Robin immediately realizes that Lacey wasn't behind the later 3 killings, but the Sheriff was, and Robin confronts him in his carriage. He threatens to kill the Sheriff, but the Sheriff ironically uses this to say that "no one will ever know" that Robin isn't a killer, and literally kicks Robin right out of the carriage, and Robin then runs into the forest with his gang. Gisborne kills De Fourtnoy on the Sheriff's orders, to silence him about what the Sheriff asked him to do, which also benefited Gisborne from having no more competition to being the Master-At-Arms. Robin has Little John open up the mill, and Robin regains the trust of the villagers.

==Reception==
===Reviews===
The Guardian newspaper's Saturday listings magazine supplement The Guide previewed "Who Shot The Sheriff?" on the day of transmission, with reviewer Jonathan Wright giving the episode a generally positive assessment, feeling that the more serious tone of the episode compared to the first two worked well. "If the change of pace initially jars, it ultimately works thanks to a well-constructed script from Paul Cornell."

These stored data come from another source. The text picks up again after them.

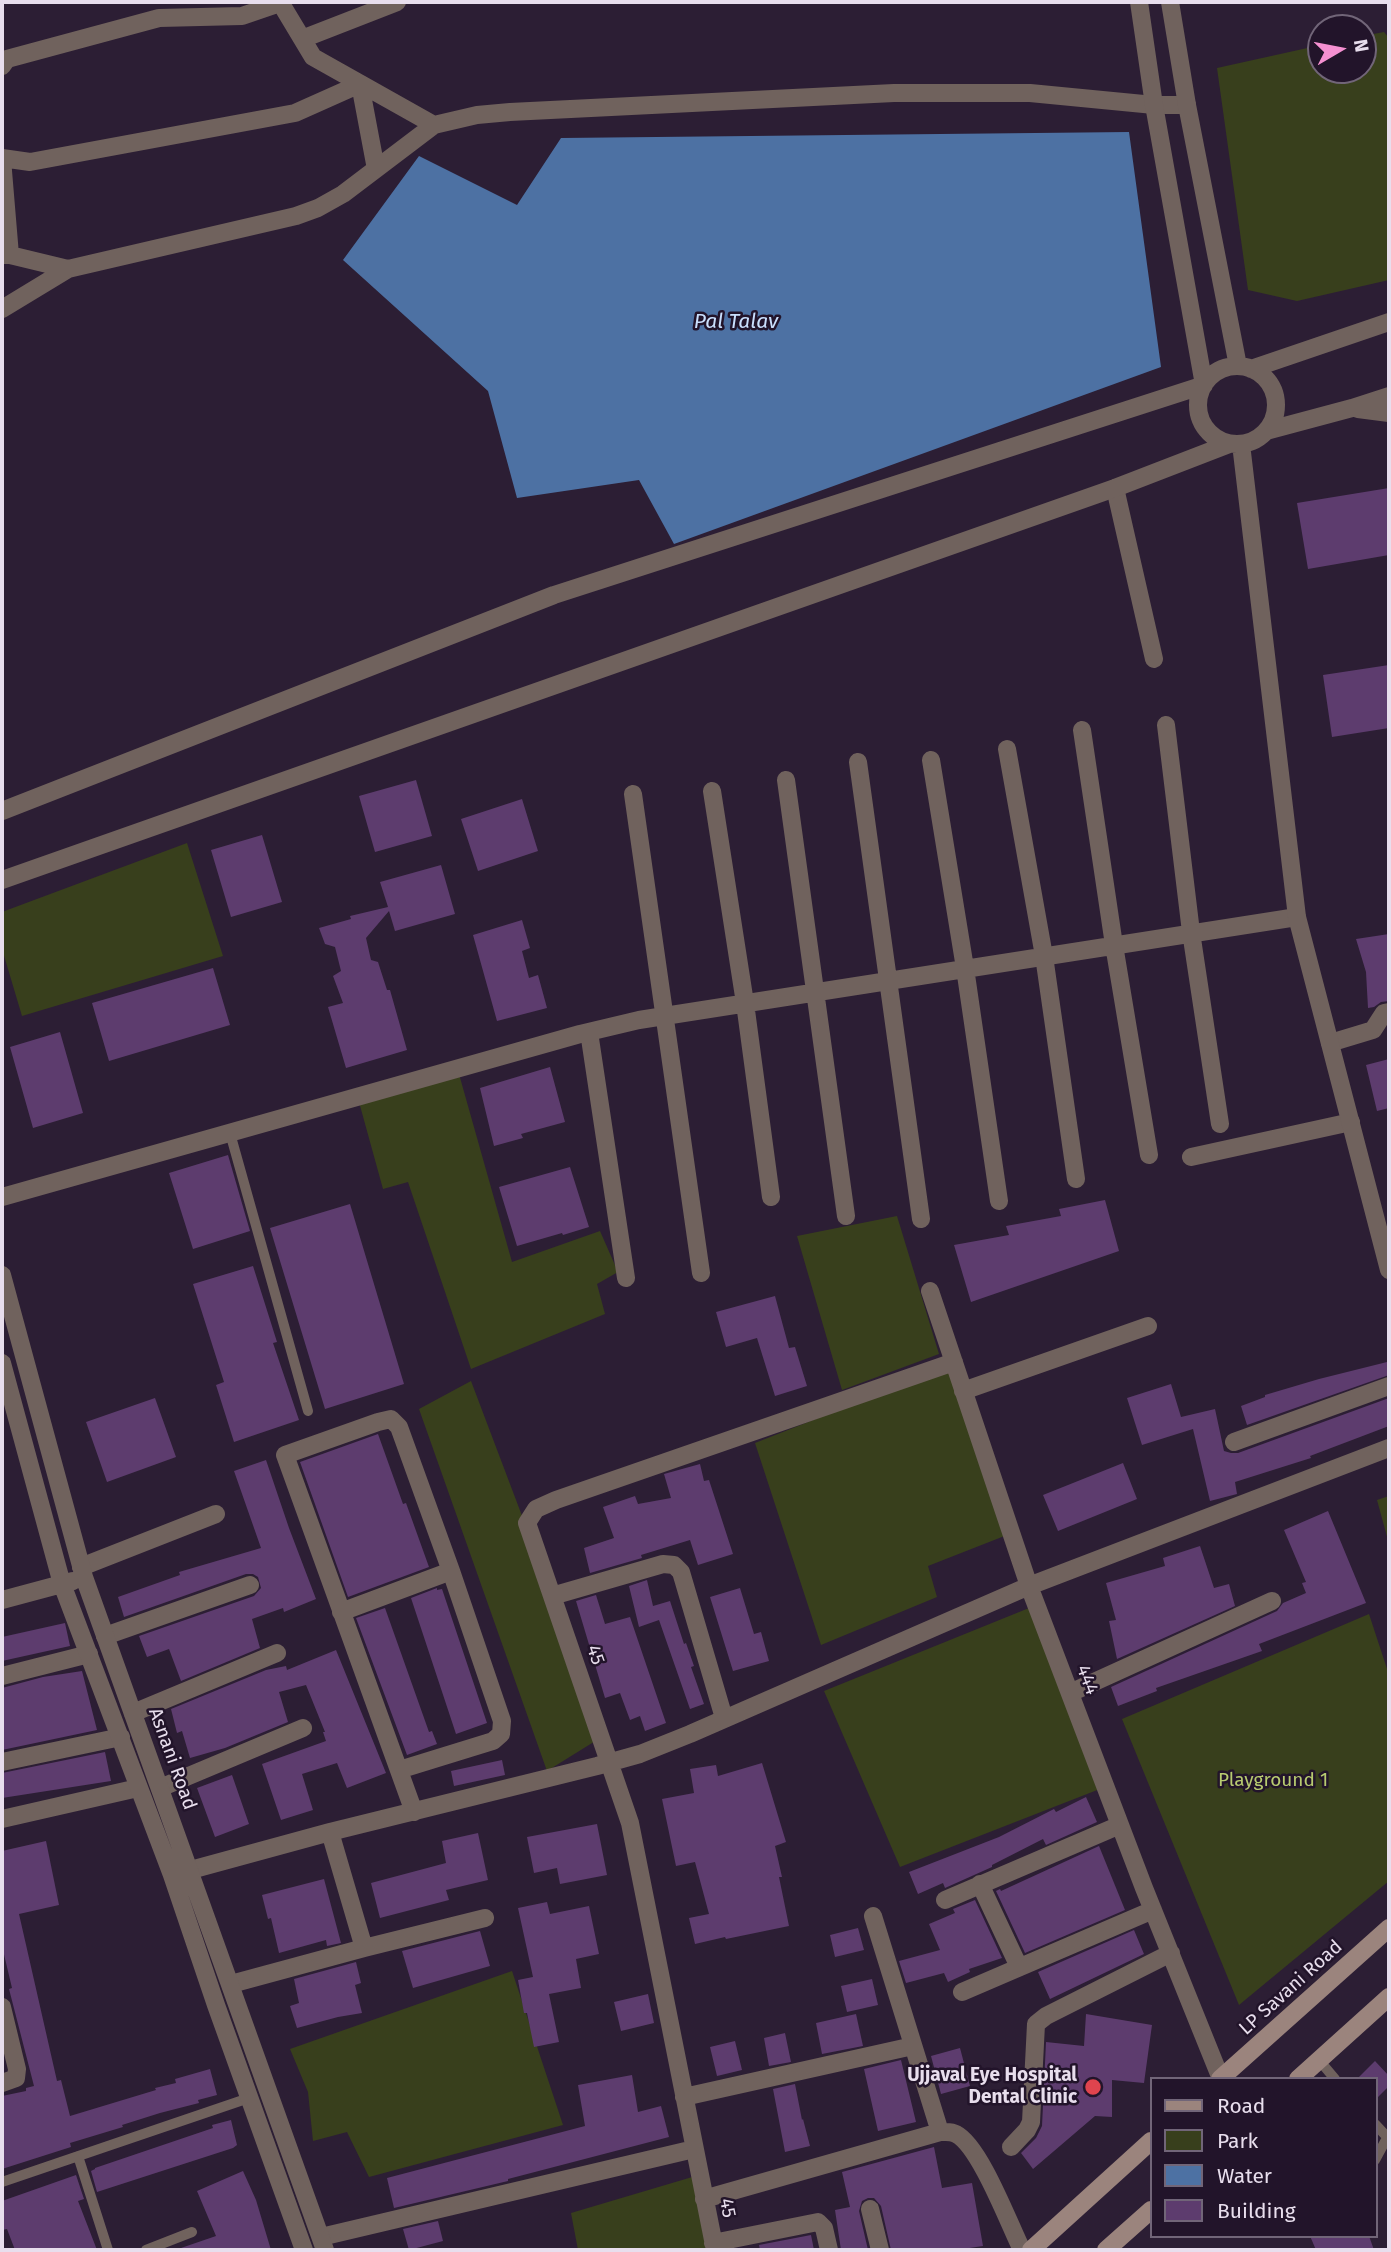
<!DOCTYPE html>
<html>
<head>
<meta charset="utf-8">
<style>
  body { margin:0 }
  #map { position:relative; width:1391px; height:2252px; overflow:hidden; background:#2c1e34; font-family:"Fira Sans",sans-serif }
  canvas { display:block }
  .frame { position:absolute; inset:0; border:4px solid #e8deed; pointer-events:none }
  .legend { position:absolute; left:1150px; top:2077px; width:228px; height:161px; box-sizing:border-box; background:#22142a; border:2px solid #716578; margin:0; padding:9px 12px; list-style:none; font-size:21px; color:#e8deed }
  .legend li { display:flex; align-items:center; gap:14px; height:35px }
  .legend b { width:35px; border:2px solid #716578 }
  .north { position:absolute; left:1307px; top:14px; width:70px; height:70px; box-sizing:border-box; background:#22142a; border:2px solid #716578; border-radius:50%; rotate:80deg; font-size:19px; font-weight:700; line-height:28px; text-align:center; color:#e8deed }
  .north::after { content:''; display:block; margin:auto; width:24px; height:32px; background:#f590d1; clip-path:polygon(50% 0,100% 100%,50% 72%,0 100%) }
</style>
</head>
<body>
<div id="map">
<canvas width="1391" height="2252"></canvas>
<div class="frame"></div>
<ul class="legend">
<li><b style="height:9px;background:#9b847d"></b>Road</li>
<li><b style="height:19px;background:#383f1c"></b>Park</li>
<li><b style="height:19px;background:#4d71a3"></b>Water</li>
<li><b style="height:19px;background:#5d3c6e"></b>Building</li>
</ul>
<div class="north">N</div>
</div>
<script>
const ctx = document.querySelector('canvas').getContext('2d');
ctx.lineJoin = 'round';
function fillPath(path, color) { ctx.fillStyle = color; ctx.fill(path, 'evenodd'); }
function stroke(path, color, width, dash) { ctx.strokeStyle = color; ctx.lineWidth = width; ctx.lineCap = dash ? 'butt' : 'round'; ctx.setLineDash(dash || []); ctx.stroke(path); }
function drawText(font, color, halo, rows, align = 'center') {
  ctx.font = font + ' "Fira Sans",sans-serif'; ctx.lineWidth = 5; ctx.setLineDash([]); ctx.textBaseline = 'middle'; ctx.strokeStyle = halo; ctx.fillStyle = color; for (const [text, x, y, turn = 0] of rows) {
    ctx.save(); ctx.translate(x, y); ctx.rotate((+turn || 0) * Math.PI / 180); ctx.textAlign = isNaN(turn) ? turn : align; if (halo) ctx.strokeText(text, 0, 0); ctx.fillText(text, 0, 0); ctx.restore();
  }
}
fillPath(new Path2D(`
  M 1384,32 L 1389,38 L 1389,280 L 1297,301 L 1248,290 L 1217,68 L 1321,45 L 1321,70 L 1363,70 L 1363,36 Z
  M 187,843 L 223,956 L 22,1016 L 2,949 L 2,912 Z
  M 459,1074 L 512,1262 L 600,1231 L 618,1272 L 597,1284 L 605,1314 L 471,1369 L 408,1182 L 383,1189 L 359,1102 Z
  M 897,1216 L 939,1354 L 842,1390 L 797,1236 Z
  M 950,1366 L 1007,1535 L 928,1566 L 937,1597 L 821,1645 L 755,1443 Z
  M 471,1381 L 605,1735 L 547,1771 L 419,1409 Z
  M 1389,1496 L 1389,1544 L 1377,1500 Z
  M 1034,1606 L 1105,1787 L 900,1867 L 824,1691 Z
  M 1369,1614 L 1389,1675 L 1389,1881 L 1239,2005 L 1122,1719 Z
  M 512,1971 L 563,2125 L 369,2177 L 347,2132 L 313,2141 L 308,2092 L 290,2049 Z
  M 699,2175 L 715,2250 L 578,2250 L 571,2213 Z`), '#383f1c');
fillPath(new Path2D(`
  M 1129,132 L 1161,367 L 674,544 L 639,480 L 517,498 L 488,391 L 343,260 L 419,156 L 517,205 L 561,138 Z`), '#4d71a3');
fillPath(new Path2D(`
  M 1389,488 L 1389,555 L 1308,569 L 1297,503 Z
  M 1389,665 L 1389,728 L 1332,737 L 1323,675 Z
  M 416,780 L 432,836 L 375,852 L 359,796 Z
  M 522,799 L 538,851 L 478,871 L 461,819 Z
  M 262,835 L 282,902 L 231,917 L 211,850 Z
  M 441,865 L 455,914 L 395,931 L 389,911 L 366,938 L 371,960 L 378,962 L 387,990 L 390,990 L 407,1050 L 346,1068 L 328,1007 L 343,1003 L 333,976 L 341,971 L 335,947 L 325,944 L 319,928 L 351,919 L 350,916 L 388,907 L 380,882 Z
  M 522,920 L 530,948 L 522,951 L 529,978 L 538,975 L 547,1008 L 497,1021 L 473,935 Z
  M 1389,934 L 1389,1001 L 1381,1002 L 1374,1007 L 1368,1008 L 1366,972 L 1356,939 Z
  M 213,968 L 230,1025 L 109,1061 L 92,1003 Z
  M 60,1032 L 83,1113 L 33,1128 L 10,1047 Z
  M 1389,1059 L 1389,1108 L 1377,1111 L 1366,1065 Z
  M 550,1067 L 565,1122 L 521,1134 L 523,1138 L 494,1146 L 480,1088 Z
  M 228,1155 L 250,1231 L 193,1249 L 169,1173 Z
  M 570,1167 L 589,1227 L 563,1235 L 562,1233 L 517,1246 L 499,1187 Z
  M 1105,1200 L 1119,1251 L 971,1302 L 954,1245 L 1009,1235 L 1006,1226 L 1061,1216 L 1059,1209 Z
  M 350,1204 L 404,1384 L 325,1409 L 270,1228 Z
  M 253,1266 L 277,1342 L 273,1343 L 299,1420 L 234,1442 L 216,1385 L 224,1382 L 193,1284 Z
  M 775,1296 L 789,1348 L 795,1347 L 807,1386 L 775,1396 L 757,1338 L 726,1347 L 716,1312 Z
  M 1387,1362 L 1389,1375 L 1247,1425 L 1241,1406 L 1265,1397 L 1265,1395 L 1319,1379 Z
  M 1171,1384 L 1181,1417 L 1215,1409 L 1224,1451 L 1231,1453 L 1238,1453 L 1389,1398 L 1389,1426 L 1310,1456 L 1311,1458 L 1235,1482 L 1237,1494 L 1210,1501 L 1193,1429 L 1142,1445 L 1127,1398 Z
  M 155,1398 L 176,1457 L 107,1482 L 86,1422 Z
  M 378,1434 L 403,1504 L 406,1503 L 429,1567 L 348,1597 L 300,1462 Z
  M 266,1460 L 289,1528 L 316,1599 L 284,1612 L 283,1608 L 252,1619 L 260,1648 L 181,1681 L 169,1649 L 147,1657 L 139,1636 L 254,1596 L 261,1588 L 258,1577 L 253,1574 L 246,1574 L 124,1617 L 118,1597 L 180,1575 L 179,1572 L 261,1548 L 234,1471 Z
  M 1123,1463 L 1137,1499 L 1058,1531 L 1043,1495 Z
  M 700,1464 L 704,1481 L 709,1480 L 733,1554 L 698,1565 L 690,1540 L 641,1555 L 642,1558 L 590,1573 L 584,1548 L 614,1538 L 603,1507 L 635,1496 L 638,1504 L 671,1498 L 664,1474 Z
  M 1328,1511 L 1366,1603 L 1259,1644 L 1262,1651 L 1156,1688 L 1157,1691 L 1118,1706 L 1111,1687 L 1277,1611 L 1283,1603 L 1306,1593 L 1302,1583 L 1306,1582 L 1284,1530 Z
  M 1200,1546 L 1214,1588 L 1229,1584 L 1235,1606 L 1117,1659 L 1109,1621 L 1116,1620 L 1106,1583 L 1165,1566 L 1163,1558 Z
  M 647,1580 L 653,1606 L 670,1601 L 684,1644 L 686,1643 L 694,1666 L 691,1667 L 704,1704 L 690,1709 L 659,1620 L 639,1627 L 629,1586 Z
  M 437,1588 L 437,1590 L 442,1589 L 487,1723 L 456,1734 L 411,1598 Z
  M 740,1588 L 754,1634 L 761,1632 L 769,1661 L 733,1671 L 710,1597 Z
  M 596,1595 L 605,1624 L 630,1617 L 666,1723 L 645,1731 L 640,1716 L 630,1720 L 620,1693 L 605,1698 L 576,1601 Z
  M 385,1608 L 429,1732 L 432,1731 L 437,1744 L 407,1755 L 356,1618 Z
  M 65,1623 L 70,1646 L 2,1661 L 2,1637 Z
  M 336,1650 L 386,1773 L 347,1788 L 337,1763 L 302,1774 L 313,1810 L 281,1820 L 262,1764 L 326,1741 L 323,1732 L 325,1732 L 306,1685 L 279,1692 L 288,1722 L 225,1748 L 190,1758 L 182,1731 L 177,1733 L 171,1709 L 266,1670 L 286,1666 L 287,1670 Z
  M 82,1671 L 97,1730 L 2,1750 L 2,1688 L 43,1677 Z
  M 105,1752 L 111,1781 L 2,1798 L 2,1773 Z
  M 502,1760 L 505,1775 L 454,1786 L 451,1771 Z
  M 762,1763 L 786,1842 L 775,1846 L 782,1877 L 779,1877 L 789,1926 L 726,1939 L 725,1937 L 695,1944 L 689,1918 L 709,1914 L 695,1862 L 676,1866 L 662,1799 L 694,1793 L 690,1769 L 716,1765 L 718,1776 Z
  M 232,1775 L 249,1824 L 215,1837 L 197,1788 Z
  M 1086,1797 L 1097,1822 L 1046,1845 L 1043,1839 L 992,1865 L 992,1867 L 945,1888 L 943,1883 L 918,1894 L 909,1872 L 999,1837 L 1054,1809 L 1056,1812 Z
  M 597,1824 L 607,1875 L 560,1884 L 557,1868 L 534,1873 L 527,1837 Z
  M 478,1833 L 488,1880 L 446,1890 L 449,1900 L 380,1918 L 371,1883 L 446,1863 L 442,1841 Z
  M 46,1841 L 59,1905 L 19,1914 L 57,2081 L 61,2080 L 70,2116 L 156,2090 L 155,2088 L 176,2083 L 175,2079 L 210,2069 L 217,2095 L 198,2100 L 199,2103 L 160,2113 L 122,2125 L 123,2127 L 70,2143 L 71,2147 L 2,2169 L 2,2096 L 26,2091 L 26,2088 L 34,2086 L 9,1989 L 12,1988 L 2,1946 L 2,1851 Z
  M 1099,1846 L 1125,1910 L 1025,1953 L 996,1891 L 1000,1889 L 1001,1891 Z
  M 324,1879 L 341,1943 L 327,1946 L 326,1940 L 279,1953 L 271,1918 L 268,1919 L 262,1895 Z
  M 975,1900 L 1002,1958 L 969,1969 L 970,1972 L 948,1982 L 944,1973 L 906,1983 L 899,1961 L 940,1950 L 929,1924 L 955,1913 L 953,1909 Z
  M 547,1902 L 550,1914 L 589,1906 L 599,1954 L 576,1959 L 581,1988 L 549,1994 L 559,2042 L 534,2047 L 527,2013 L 524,2013 L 518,1980 L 533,1977 L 518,1908 Z
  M 858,1928 L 864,1950 L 835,1957 L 830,1935 Z
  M 1134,1930 L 1144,1954 L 1050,1999 L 1038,1972 Z
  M 480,1931 L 490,1966 L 413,1988 L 402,1951 Z
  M 356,1962 L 361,1983 L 355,1985 L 362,2013 L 338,2017 L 297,2028 L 290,2006 L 299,2003 L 294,1979 Z
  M 872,1979 L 878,2005 L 847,2012 L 841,1986 Z
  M 648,1994 L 654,2023 L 621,2031 L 614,2002 Z
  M 856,2014 L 863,2046 L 822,2054 L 816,2023 Z
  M 1086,2014 L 1152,2025 L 1144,2083 L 1112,2080 L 1112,2117 L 1095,2116 L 1033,2169 L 1021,2153 L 1036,2138 L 1042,2126 L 1046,2042 L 1084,2046 Z
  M 785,2033 L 791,2062 L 769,2066 L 764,2038 Z
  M 735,2041 L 742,2070 L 717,2076 L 710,2047 Z
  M 960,2048 L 970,2086 L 941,2094 L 931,2056 Z
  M 901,2060 L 916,2122 L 878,2131 L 864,2069 Z
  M 1375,2061 L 1389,2076 L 1389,2086 L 1375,2100 L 1375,2079 L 1357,2079 Z
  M 632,2075 L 638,2112 L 661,2106 L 669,2137 L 508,2179 L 508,2181 L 394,2208 L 387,2178 L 585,2126 L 578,2085 Z
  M 795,2084 L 802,2120 L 803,2119 L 810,2146 L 785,2152 L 773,2089 Z
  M 231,2120 L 237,2145 L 233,2148 L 97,2192 L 91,2171 L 95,2169 L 95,2168 L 213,2128 L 212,2125 Z
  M 934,2147 L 942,2188 L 972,2183 L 983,2246 L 956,2250 L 891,2250 L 881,2206 L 874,2198 L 868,2198 L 862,2201 L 859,2211 L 868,2250 L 841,2250 L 835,2210 L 850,2207 L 842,2172 Z
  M 243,2171 L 256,2200 L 271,2250 L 181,2250 L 181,2248 L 216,2236 L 197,2191 Z
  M 76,2175 L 84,2199 L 78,2201 L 97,2250 L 15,2250 L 7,2229 L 2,2230 L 2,2201 Z
  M 438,2221 L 443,2241 L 409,2250 L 403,2229 Z
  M 811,2235 L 814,2250 L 760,2250 L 759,2245 Z
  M 1310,2236 L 1369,2236 L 1374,2250 L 1316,2250 Z`), '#5d3c6e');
stroke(new Path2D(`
  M 230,1133 L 308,1411
  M 1319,2060 L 1335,2079
  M 1375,2124 L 1389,2139
  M 78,2156 L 108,2250
  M 1375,2160 L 1387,2138
  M 2,2182 L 249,2098
  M 146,2250 L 192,2232`), '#70625d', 10);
stroke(new Path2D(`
  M 280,2 L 313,57 L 434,125
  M 302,39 L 397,2
  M 2,66 L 7,59 L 159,18 L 242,16 L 280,3
  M 2,158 L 30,162 L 295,113 L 360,84 L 376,169
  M 2,159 L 10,255
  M 2,255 L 10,255 L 68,269
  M 2,309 L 68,269 L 296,216 L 318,208 L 343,194 L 434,125 L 477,115 L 510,112 L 894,93 L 1030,93 L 1154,105 L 1187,105
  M 1115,488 L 1154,659
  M 1166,725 L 1191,932 L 1220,1124
  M 1082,730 L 1114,945 L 1149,1155
  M 1007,749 L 1044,956 L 1076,1179
  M 931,760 L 965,968 L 999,1201
  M 858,762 L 921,1219
  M 786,780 L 846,1216
  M 712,791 L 745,1003 L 771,1197
  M 633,794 L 701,1273
  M 589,1032 L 626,1278
  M 1330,1043 L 1373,1030 L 1384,1013 L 1389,1012
  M 1191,1157 L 1351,1122
  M 2,1197 L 580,1034 L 639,1020 L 1297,917
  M 930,1291 L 1029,1586 L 1144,1888 L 1221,2079
  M 963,1391 L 1148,1326
  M 1234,1442 L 1389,1386
  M 81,1567 L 216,1514
  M 552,1596 L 663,1564 L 674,1565 L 681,1572 L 724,1718
  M 341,1612 L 451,1571
  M 105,1636 L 250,1585
  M 2,1676 L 89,1654
  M 1070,1693 L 1272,1601
  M 133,1713 L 277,1653
  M 2,1762 L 121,1737
  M 399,1770 L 493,1741 L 501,1734 L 502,1721 L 451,1571 L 399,1427 L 391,1419 L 378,1422 L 285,1455 L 414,1812
  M 160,1788 L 303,1728
  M 2,1819 L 138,1788
  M 330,1832 L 364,1948 L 485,1918
  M 176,1874 L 330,1832 L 597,1766 L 640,1754 L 690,1734 L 1029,1586 L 1389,1448
  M 980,1884 L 1019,1967
  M 945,1900 L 1120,1825
  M 873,1916 L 940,2132
  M 231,1984 L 364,1948
  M 962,1992 L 1153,1910
  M 2,2007 L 17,2069 L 16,2078 L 2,2083
  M 684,2097 L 913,2046
  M 1011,2147 L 1027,2130 L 1031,2122 L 1036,2024 L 1046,2016 L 1171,1953
  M 704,2199 L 940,2132 C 946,2132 951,2131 956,2134 C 980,2146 1009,2224 1022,2250
  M 870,2209 L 880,2250
  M 321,2237 L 694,2149
  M 713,2243 L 818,2222 L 824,2228 L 829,2250
  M 715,2250 L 630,1823 L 527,1523 L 536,1509 L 556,1500 L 954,1362`), '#70625d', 18);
stroke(new Path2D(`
  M 1170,2 L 1187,105 L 1238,366
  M1198 405a39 39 0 1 1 78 0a39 39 0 1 1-78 0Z
  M 1251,369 L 1389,322
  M 1358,409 L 1389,413
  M 1266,431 L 1352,408 L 1389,396
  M 1241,444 L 1297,917 L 1389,1270
  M 2,811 L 554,595 L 1204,385 L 1154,105 L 1139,2
  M 2,880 L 1115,488 L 1229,444
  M 2,1275 L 84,1577 L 325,2250
  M 2,1363 L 62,1584 L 172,1875 L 216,2005 L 304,2250
  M 2,1600 L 73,1581`), '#70625d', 18);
stroke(new Path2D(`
  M 1220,2079 L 1389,1928
  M 1298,2079 L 1389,1997
  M 1031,2250 L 1151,2141
  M 1106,2250 L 1151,2210`), '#9b847d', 18);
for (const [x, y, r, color] of [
  [1093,2087,9,"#e0444e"]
]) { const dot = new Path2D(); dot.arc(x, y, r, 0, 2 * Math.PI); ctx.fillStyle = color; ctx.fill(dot); stroke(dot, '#22142a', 2.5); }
drawText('19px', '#e8deed', '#22142a', [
  ["45",595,1655,71],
  ["444",1087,1680,69],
  ["Asnani Road",172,1759,70],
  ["LP Savani Road",1291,1988,-42],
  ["45",727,2208,79]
]);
drawText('19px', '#b8cb70', '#22142a', [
  ["Playground 1",1273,1781]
]);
drawText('bold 19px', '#e8deed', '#22142a', [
  ["Ujjaval Eye Hospital",1077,2076],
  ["Dental Clinic",1077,2098]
], 'right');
drawText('italic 21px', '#c9dffd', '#22142a', [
  ["Pal Talav",736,322]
]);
</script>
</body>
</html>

The Radio Times magazine's previewer David Butcher had mixed feelings on the episode. While accusing it of having a "subtle-as-a-thumbscrew subtext" and accusing the central character of being "the first swashbuckler in history who never hurt a fly and shies away from a fight whenever he can." However, he did comment on "some nicely charged encounters" between Robin and the Sheriff, and his overall verdict was that "It's lacking in tension (there's a blindingly obvious twist) but not in enjoyment, as Keith Allen (the Sheriff) and William Beck (Roy) steal their respective scenes and show the rest of the cast what acting looks like."

===Ratings===
"Who Shot The Sheriff?" gained an average audience of 6 million viewers according to the unofficial overnight ratings information. This gave the episode a 27% share of the available television audience in its slot, placing it second in the ratings at the time behind The X-Factor on ITV1, which had an average of 7.2 million viewers and a 35% audience share. This was the second week in a row in which Robin Hood had been beaten in the ratings by The X-Factor, and the second successive week in which the programme's viewing figure had fallen.